* **Raw data**:
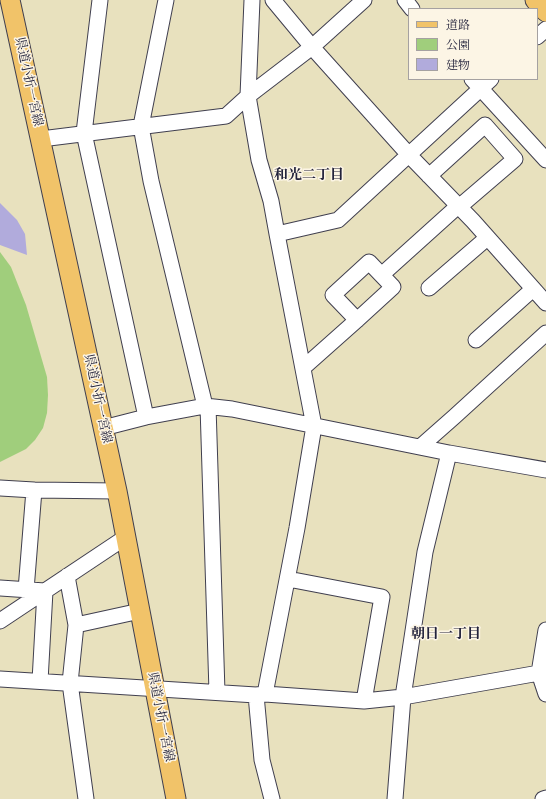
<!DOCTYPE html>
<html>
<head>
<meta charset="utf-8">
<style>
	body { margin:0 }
	#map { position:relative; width:546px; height:799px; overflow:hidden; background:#e8e1be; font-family:"IM FELL Double Pica","Noto Serif JP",serif }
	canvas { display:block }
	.legend { position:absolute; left:408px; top:8px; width:130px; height:72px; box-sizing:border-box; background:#fcf5e5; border:1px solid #a5a1a1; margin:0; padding:5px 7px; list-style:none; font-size:12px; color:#22223b }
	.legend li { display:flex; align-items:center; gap:8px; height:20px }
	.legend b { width:20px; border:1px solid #a5a1a1 }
</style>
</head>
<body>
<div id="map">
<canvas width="546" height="799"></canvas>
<ul class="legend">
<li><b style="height:5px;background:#f1c369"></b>道路</li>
<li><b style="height:11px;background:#a0ce7c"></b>公園</li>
<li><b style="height:11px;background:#b1abdc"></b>建物</li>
</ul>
</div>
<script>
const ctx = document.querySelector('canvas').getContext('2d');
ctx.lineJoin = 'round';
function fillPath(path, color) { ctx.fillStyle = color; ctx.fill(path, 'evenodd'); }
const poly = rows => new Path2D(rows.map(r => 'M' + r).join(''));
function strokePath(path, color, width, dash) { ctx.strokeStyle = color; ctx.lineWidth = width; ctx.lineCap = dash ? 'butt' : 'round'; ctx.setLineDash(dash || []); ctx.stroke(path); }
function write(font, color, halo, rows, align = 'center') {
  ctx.font = font + ' "IM FELL Double Pica","Noto Serif JP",serif'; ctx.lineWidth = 3; ctx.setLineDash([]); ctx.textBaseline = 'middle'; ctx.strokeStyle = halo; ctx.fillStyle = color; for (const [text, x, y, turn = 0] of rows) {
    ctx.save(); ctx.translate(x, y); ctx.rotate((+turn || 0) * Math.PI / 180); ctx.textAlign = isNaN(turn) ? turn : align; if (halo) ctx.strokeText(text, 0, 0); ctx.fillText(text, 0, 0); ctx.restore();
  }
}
const green = poly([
	[0,252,11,267,26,305,47,377,48,395,47,413,43,428,35,440,26,449,0,462]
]);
const building = poly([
	[0,203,17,220,25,234,27,255,0,245]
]);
const minor = poly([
	[100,0,84,133,146,417],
	[166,0,141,126,151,181,205,406],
	[252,0,248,96,259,160,271,201,277,234,314,426,297,528,265,694],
	[273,0,312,47,409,155,473,221,546,303],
	[405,0,412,9],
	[537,37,546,29],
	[472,79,546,160],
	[41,139,226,116,248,96,312,47,364,0],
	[429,176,485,125,515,159,459,207],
	[277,234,338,220,491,79],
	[387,270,458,206],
	[429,288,487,238],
	[476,340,533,289],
	[303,368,357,320,393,287,369,262,333,295,357,320],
	[208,406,217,692],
	[103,428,146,417,205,406,232,409,449,453,546,470],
	[420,447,454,417,546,333],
	[0,488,34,490,117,491],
	[67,576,76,625,70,683,86,799],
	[288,579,382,597,364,701],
	[0,588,45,591,40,681],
	[26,590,34,490],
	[0,621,126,537],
	[76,625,140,611],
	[546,630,539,673,546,694],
	[0,679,256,695,265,694,364,701,403,697,539,673,546,667],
	[256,695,262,760,272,799],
	[395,799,403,697,425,552,449,453],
	[543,799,546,798]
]);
const major = poly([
	[10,0,117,491,176,799],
	[535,0,546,12]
]);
const streetNames = [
	["県道小折一宮線",28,82,78],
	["県道小折一宮線",97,399,78],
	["県道小折一宮線",160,717,79]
];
const neighbourhoodNames = [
	["和光二丁目",309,176],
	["朝日一丁目",446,635]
];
fillPath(green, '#a0ce7c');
fillPath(building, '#b1abdc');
strokePath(minor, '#403f4f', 17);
strokePath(major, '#403f4f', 21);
strokePath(minor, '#fff', 15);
strokePath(major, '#f1c369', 19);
write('13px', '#22223b', '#fcf5e5', streetNames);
write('bold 14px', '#22223b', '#fcf5e5', neighbourhoodNames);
</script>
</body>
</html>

* **Required work**:
From the entries above, restate word for word the lines from the line containing "function write(font, color, halo, rows, align" to the line containing "[543,799,546,798]", both ends included, and nothing more.

* **Finished task**:
function write(font, color, halo, rows, align = 'center') {
  ctx.font = font + ' "IM FELL Double Pica","Noto Serif JP",serif'; ctx.lineWidth = 3; ctx.setLineDash([]); ctx.textBaseline = 'middle'; ctx.strokeStyle = halo; ctx.fillStyle = color; for (const [text, x, y, turn = 0] of rows) {
    ctx.save(); ctx.translate(x, y); ctx.rotate((+turn || 0) * Math.PI / 180); ctx.textAlign = isNaN(turn) ? turn : align; if (halo) ctx.strokeText(text, 0, 0); ctx.fillText(text, 0, 0); ctx.restore();
  }
}
const green = poly([
	[0,252,11,267,26,305,47,377,48,395,47,413,43,428,35,440,26,449,0,462]
]);
const building = poly([
	[0,203,17,220,25,234,27,255,0,245]
]);
const minor = poly([
	[100,0,84,133,146,417],
	[166,0,141,126,151,181,205,406],
	[252,0,248,96,259,160,271,201,277,234,314,426,297,528,265,694],
	[273,0,312,47,409,155,473,221,546,303],
	[405,0,412,9],
	[537,37,546,29],
	[472,79,546,160],
	[41,139,226,116,248,96,312,47,364,0],
	[429,176,485,125,515,159,459,207],
	[277,234,338,220,491,79],
	[387,270,458,206],
	[429,288,487,238],
	[476,340,533,289],
	[303,368,357,320,393,287,369,262,333,295,357,320],
	[208,406,217,692],
	[103,428,146,417,205,406,232,409,449,453,546,470],
	[420,447,454,417,546,333],
	[0,488,34,490,117,491],
	[67,576,76,625,70,683,86,799],
	[288,579,382,597,364,701],
	[0,588,45,591,40,681],
	[26,590,34,490],
	[0,621,126,537],
	[76,625,140,611],
	[546,630,539,673,546,694],
	[0,679,256,695,265,694,364,701,403,697,539,673,546,667],
	[256,695,262,760,272,799],
	[395,799,403,697,425,552,449,453],
	[543,799,546,798]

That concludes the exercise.